# What to produce
Read through the records. Copy each line that has the word "rotate".

─── Data for this task

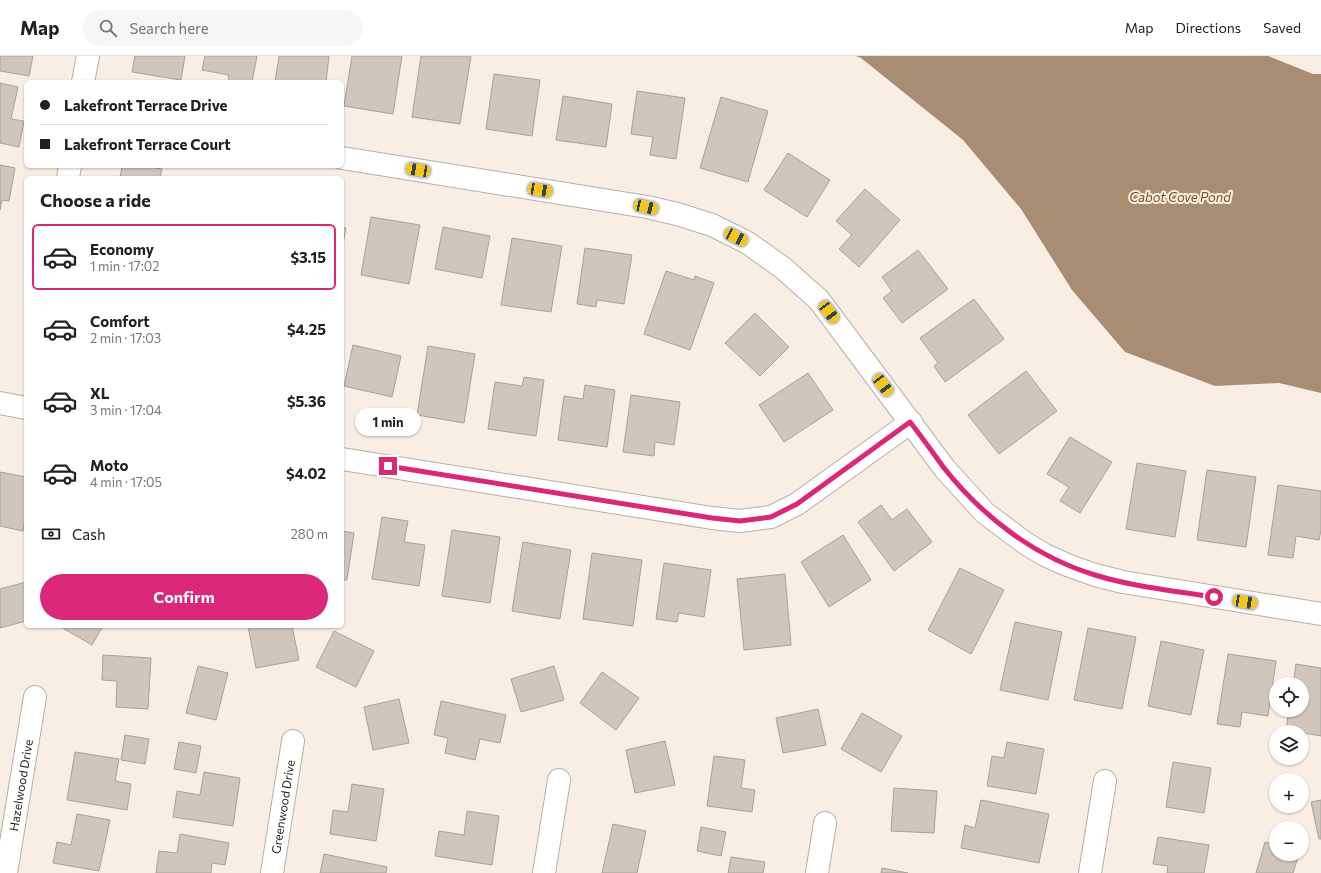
<!DOCTYPE html>
<html lang="en">
<head>
<meta charset="utf-8">
<style>
  body { margin:0; font-family:Commissioner,sans-serif; background:#f6f6f6; color:#202124; height:100vh; display:flex; flex-direction:column; font-size:15px; white-space:nowrap }
  * { box-sizing:border-box; margin:0 }
  p { font-size:13px; color:#757577 }
  .icon { flex:none; width:22px; height:22px; fill:none; stroke:currentColor; stroke-width:2; stroke-linecap:round; stroke-linejoin:round }
  .map { position:relative; flex:1; overflow:hidden }
  .panel { position:absolute; left:24px; top:120px; width:320px; height:452px; display:flex; flex-direction:column; background:#fff; border-radius:6px; box-shadow:0 1px 3px #0004 }
  .panel>* { flex:none }
  .top-card { position:absolute; left:24px; top:24px; width:320px; height:88px; border-radius:6px; box-shadow:0 1px 3px #0004; display:grid; align-content:center; height:88px; padding:0 16px; background:#fff }
  .controls { position:absolute; left:1269px; top:621px; display:grid; gap:8px }
  .controls a { display:grid; place-items:center; width:40px; height:40px; border-radius:50%; background:#fff; box-shadow:0 1px 3px #0004; font-size:20px }
  .end { position:absolute; width:18px; height:18px; margin:-9px; border:5px solid #db2777; background:#fff; box-shadow:0 0 0 2px #fff }
  .from { border-radius:50% }
  .bubble { position:absolute; height:28px; border-radius:14px; background:#fff; box-shadow:0 1px 3px #0004; font-size:13px; font-weight:700; line-height:28px; text-align:center }
  .car { position:absolute; width:12px; height:24px; margin:-12px -6px; border-radius:5px; box-shadow:0 0 3px 1px #0007; background:linear-gradient(#f5c518 24%,#345 0 40%,#f5c518 0 76%,#345 0 86%,#f5c518 0) }
  .top-card b { display:flex; align-items:center; gap:14px; height:38px; font-size:15px }
  .top-card b+b { border-top:1px solid #e0e0e0 }
  .top-card i { width:10px; height:10px; background:#202124 }
  ul { padding:0; list-style:none }
  li { display:flex; align-items:center; gap:12px; height:66px; margin:0 8px 6px; padding:0 8px; border:2px solid transparent; border-radius:6px }
  li div { flex:1 }
  li b { display:block; font-size:15px }
  li em { font-style:normal; font-weight:700 }
  li.current { border-color:#db2777 }
  li>.icon { width:36px; height:36px; stroke-width:1.5 }
  h2 { padding:0 16px; font-size:18px; line-height:48px }
  .pay { display:flex; align-items:center; gap:10px; height:44px; padding:0 16px; font-size:15px }
  .pay p { margin-inline-start:auto }
  .action { display:flex; gap:8px; margin-top:auto; padding:8px 16px }
  .action a { flex:1; height:46px; border-radius:24px; background:#db2777; color:#fff; font-size:16px; font-weight:700; line-height:46px; text-align:center }
  header { display:flex; align-items:center; gap:24px; box-sizing:border-box; height:56px; padding:0 20px; background:#fff; border-bottom:1px solid #e0e0e0 }
  header strong { font-size:19px }
  nav { display:flex; gap:22px; margin-inline-start:auto; font-size:14px }
  .search { width:280px; height:36px; background:#f6f6f6; display:flex; align-items:center; gap:10px; box-sizing:border-box; padding:0 14px; border-radius:22px; color:#757577; font-size:15px }
  .map>svg:first-child { display:block }
  .water { fill:#a98d73 }
  .building { fill:#d1c6bc; stroke:#aaa097 }
  .lines { fill:none; stroke-linecap:round; stroke-linejoin:round }
  .street-casing { stroke:#b9afa5; stroke-width:24 }
  .street { stroke:#fff; stroke-width:22 }
  .route { stroke:#db2777; stroke-width:5 }
  .labels { text-anchor:middle; dominant-baseline:central; stroke-width:4; stroke-linejoin:round; paint-order:stroke }
  .street-label { font-size:12px; fill:#1e1a16; stroke:#f9eee4 }
  .water-label { font-size:13px; font-style:italic; fill:#764e22; stroke:#f9eee4 }
</style>
</head>
<body>
<header>
<strong>Map</strong>
<div class="search"><svg class="icon" aria-label="search" viewBox="0 0 24 24"><circle cx="10" cy="10" r="6"/><path d="M15 15l6 6"/></svg>Search here</div>
<nav><a>Map</a><a>Directions</a><a>Saved</a></nav>
</header>
<div class="map">
<svg width="1321" height="817" viewBox="0 0 1321 817">
  <rect width="100%" height="100%" fill="#f9eee4"/>
  <polygon class="water" points="856,0 1268,0 1313,18 1321,18 1321,337 1279,327 1215,330 1125,296 1072,234 1021,153 963,84 861,2"/>
  <g class="building">
    <polygon points="0,0 33,0 29,20 0,15"/>
    <polygon points="135,0 185,0 181,24 132,16"/>
    <polygon points="205,0 257,0 252,26 228,26 229,19 202,14"/>
    <polygon points="279,0 329,0 326,26 275,26"/>
    <polygon points="352,0 402,0 393,58 344,50"/>
    <polygon points="421,0 471,0 460,68 412,61"/>
    <polygon points="494,18 540,24 532,80 486,73"/>
    <polygon points="0,27 18,31 11,63 24,65 19,91 0,87"/>
    <polygon points="637,35 685,42 676,103 650,99 653,81 631,78"/>
    <polygon points="563,40 612,48 606,91 556,84"/>
    <polygon points="721,41 768,55 748,126 700,112"/>
    <polygon points="788,97 830,124 807,161 764,134"/>
    <polygon points="0,109 15,112 9,145 2,144 0,154"/>
    <polygon points="122,110 142,110 162,113 160,122 120,122"/>
    <polygon points="865,133 900,164 859,211 839,193 852,179 836,165"/>
    <polygon points="371,161 420,169 409,228 361,219"/>
    <polygon points="342,171 346,172 342,194"/>
    <polygon points="443,171 490,180 482,222 435,213"/>
    <polygon points="512,182 562,190 551,256 501,249"/>
    <polygon points="585,192 632,199 624,248 597,244 596,251 577,248"/>
    <polygon points="918,194 948,233 902,267 883,242 892,235 882,221"/>
    <polygon points="666,215 694,224 695,220 714,227 690,294 644,278"/>
    <polygon points="974,243 1004,283 945,326 934,310 938,307 920,282"/>
    <polygon points="755,257 789,291 760,320 725,287"/>
    <polygon points="353,289 401,300 392,341 344,330"/>
    <polygon points="428,290 475,298 464,367 417,359"/>
    <polygon points="1026,315 1057,355 999,398 968,359"/>
    <polygon points="808,317 833,354 784,386 759,349"/>
    <polygon points="524,321 544,324 536,380 488,373 495,326 522,330"/>
    <polygon points="585,329 615,334 607,391 558,384 564,340 583,343"/>
    <polygon points="631,339 680,346 674,389 655,386 654,400 623,396"/>
    <polygon points="1070,381 1112,406 1080,457 1060,445 1069,431 1047,418"/>
    <polygon points="1137,407 1186,415 1175,481 1126,473"/>
    <polygon points="1207,414 1256,421 1246,491 1197,484"/>
    <polygon points="0,416 26,421 26,459 23,475 0,470"/>
    <polygon points="1278,429 1321,435 1321,474 1319,484 1296,480 1293,502 1268,499"/>
    <polygon points="881,449 892,464 907,453 932,486 894,515 858,466"/>
    <polygon points="382,461 408,465 404,486 425,489 419,530 372,523"/>
    <polygon points="452,474 500,481 490,547 442,540"/>
    <polygon points="342,475 354,477 347,524 342,524"/>
    <polygon points="843,479 871,524 829,551 801,506"/>
    <polygon points="523,486 571,494 560,563 512,555"/>
    <polygon points="592,497 642,504 633,570 583,563"/>
    <polygon points="664,507 711,514 704,561 679,557 677,566 656,563"/>
    <polygon points="960,512 1004,534 971,598 928,574"/>
    <polygon points="785,518 791,589 744,594 737,523"/>
    <polygon points="26,526 26,565 0,572 0,533"/>
    <polygon points="1015,566 1062,576 1048,644 1000,634"/>
    <polygon points="59,570 103,570 92,589"/>
    <polygon points="248,570 292,570 299,604 256,612"/>
    <polygon points="1088,572 1136,581 1122,653 1074,644"/>
    <polygon points="334,575 374,595 356,631 316,611"/>
    <polygon points="1161,585 1204,594 1191,659 1148,650"/>
    <polygon points="1228,598 1276,605 1268,660 1242,656 1240,671 1217,668"/>
    <polygon points="103,599 151,602 148,653 116,651 117,625 102,624"/>
    <polygon points="1296,608 1321,612 1321,680 1286,674 1289,654 1302,654 1302,628 1293,628"/>
    <polygon points="198,610 228,617 216,664 186,657"/>
    <polygon points="554,610 564,644 521,656 511,623"/>
    <polygon points="602,616 639,642 616,674 580,647"/>
    <polygon points="399,643 409,687 373,694 364,651"/>
    <polygon points="441,645 506,659 500,687 480,683 475,704 445,697 448,682 434,679"/>
    <polygon points="818,653 826,689 783,697 776,662"/>
    <polygon points="862,657 902,680 881,716 841,693"/>
    <polygon points="125,679 149,683 145,708 121,704"/>
    <polygon points="665,685 675,729 635,737 626,694"/>
    <polygon points="179,686 201,690 196,717 174,713"/>
    <polygon points="1007,686 1044,693 1036,738 987,730 992,700 1004,702"/>
    <polygon points="75,696 119,703 115,725 131,728 127,754 67,744"/>
    <polygon points="714,700 745,704 741,732 755,734 752,756 707,750"/>
    <polygon points="1173,706 1211,712 1204,757 1166,751"/>
    <polygon points="204,716 240,722 233,770 173,761 177,735 200,739"/>
    <polygon points="352,728 384,733 376,785 330,778 333,754 348,756"/>
    <polygon points="894,732 937,735 934,777 891,775"/>
    <polygon points="981,744 1049,758 1039,807 961,792 965,769 975,772"/>
    <polygon points="1321,744 1321,783 1319,783 1311,746"/>
    <polygon points="467,755 499,760 492,809 435,800 439,775 464,779"/>
    <polygon points="77,758 110,764 99,815 53,807 57,786 71,789"/>
    <polygon points="613,768 646,775 637,817 602,817"/>
    <polygon points="701,771 726,776 721,800 697,795"/>
    <polygon points="180,778 229,787 225,809 212,807 211,817 156,817 159,795 177,797"/>
    <polygon points="1158,781 1209,789 1204,817 1167,817 1168,810 1153,808"/>
    <polygon points="1265,786 1276,789 1276,798 1299,798 1293,817 1256,817"/>
    <polygon points="324,798 387,811 386,817 320,817"/>
    <polygon points="731,801 765,806 763,817 728,817"/>
    <polygon points="882,812 908,817 881,817"/>
  </g>
  <g class="lines">
    <defs>
      <g id="street">
        <polyline points="83,26 88,0"/>
        <polyline points="342,102 647,151 677,158 712,169 748,187 783,212 819,244 945,413 985,457 1025,487 1045,499 1067,509 1095,519 1123,526 1321,558"/>
        <polyline points="68,122 70,110"/>
        <polyline points="0,347 26,352"/>
        <polyline points="342,403 712,462 740,465 771,461 797,448 911,366"/>
        <path id="s1" d="M 6,817 L 35,641"/>
        <path id="s2" d="M 272,817 L 293,685"/>
        <polyline points="544,817 559,724"/>
        <polyline points="817,817 825,767"/>
        <polyline points="1090,817 1105,725"/>
      </g>
    </defs>
    <use href="#street" class="street-casing"/>
    <use href="#street" class="street"/>
  </g>
  <g class="lines">
    <path class="route" d="M 388,410 L 712,462 L 740,465 L 771,461 L 797,448 L 910,366 C 922,381 933,397 944,412 C 983,461 1035,501 1095,519 C 1134,531 1175,535 1214,541"/>
  </g>
  <g class="labels">
    <g class="street-label">
      <text stroke="none"><textPath href="#s1" startOffset="89">Hazelwood Drive</textPath></text>
      <text stroke="none"><textPath href="#s2" startOffset="67">Greenwood Drive</textPath></text>
    </g>
    <g class="water-label">
      <text x="1180" y="141">Cabot Cove Pond</text>
    </g>
  </g>
</svg>
<div class="controls">
<a><svg class="icon" aria-label="locate" viewBox="0 0 24 24"><circle cx="12" cy="12" r="6"/><path d="M12 2v4M12 18v4M2 12h4M18 12h4"/></svg></a>
<a><svg class="icon" aria-label="layers" viewBox="0 0 24 24"><path d="M12 4l9 5-9 5-9-5zM3 14l9 5 9-5"/></svg></a>
<a>+</a>
<a>−</a>
</div>
<i class="end from" style="left:1214px;top:541px"></i>
<i class="end" style="left:388px;top:410px"></i>
<div class="bubble" style="left:355px;top:352px;width:66px">1 min</div>
<i class="car" style="left:418px;top:114px;rotate:279deg"></i>
<i class="car" style="left:540px;top:134px;rotate:99deg"></i>
<i class="car" style="left:646px;top:151px;rotate:103deg"></i>
<i class="car" style="left:736px;top:181px;rotate:117deg"></i>
<i class="car" style="left:829px;top:256px;rotate:143deg"></i>
<i class="car" style="left:883px;top:329px;rotate:143deg"></i>
<i class="car" style="left:1245px;top:546px;rotate:99deg"></i>
<div class="top-card">
<b><i class="from"></i>Lakefront Terrace Drive</b>
<b><i></i>Lakefront Terrace Court</b>
</div>
<section class="panel">
<h2>Choose a ride</h2>
<ul>
<li class="current"><svg class="icon" aria-label="car" viewBox="0 0 24 24"><path d="M5 17H2v-5l4-1 3-4h7l3 4 3 1v5h-3M9 17h6M6 11h13"/><circle cx="7" cy="17" r="2"/><circle cx="17" cy="17" r="2"/></svg><div><b>Economy</b><p>1 min · 17:02</p></div><em>$3.15</em></li>
<li><svg class="icon" aria-label="car" viewBox="0 0 24 24"><path d="M5 17H2v-5l4-1 3-4h7l3 4 3 1v5h-3M9 17h6M6 11h13"/><circle cx="7" cy="17" r="2"/><circle cx="17" cy="17" r="2"/></svg><div><b>Comfort</b><p>2 min · 17:03</p></div><em>$4.25</em></li>
<li><svg class="icon" aria-label="car" viewBox="0 0 24 24"><path d="M5 17H2v-5l4-1 3-4h7l3 4 3 1v5h-3M9 17h6M6 11h13"/><circle cx="7" cy="17" r="2"/><circle cx="17" cy="17" r="2"/></svg><div><b>XL</b><p>3 min · 17:04</p></div><em>$5.36</em></li>
<li><svg class="icon" aria-label="car" viewBox="0 0 24 24"><path d="M5 17H2v-5l4-1 3-4h7l3 4 3 1v5h-3M9 17h6M6 11h13"/><circle cx="7" cy="17" r="2"/><circle cx="17" cy="17" r="2"/></svg><div><b>Moto</b><p>4 min · 17:05</p></div><em>$4.02</em></li>
</ul>
<div class="pay"><svg class="icon" aria-label="cash" viewBox="0 0 24 24"><path d="M3 7h18v10H3z"/><circle cx="12" cy="12" r="2"/></svg>Cash<p>280 m</p></div>
<div class="action"><a>Confirm</a></div>
</section>
</div>
</body>
</html>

──────

# Output of the task
<i class="car" style="left:418px;top:114px;rotate:279deg"></i>
<i class="car" style="left:540px;top:134px;rotate:99deg"></i>
<i class="car" style="left:646px;top:151px;rotate:103deg"></i>
<i class="car" style="left:736px;top:181px;rotate:117deg"></i>
<i class="car" style="left:829px;top:256px;rotate:143deg"></i>
<i class="car" style="left:883px;top:329px;rotate:143deg"></i>
<i class="car" style="left:1245px;top:546px;rotate:99deg"></i>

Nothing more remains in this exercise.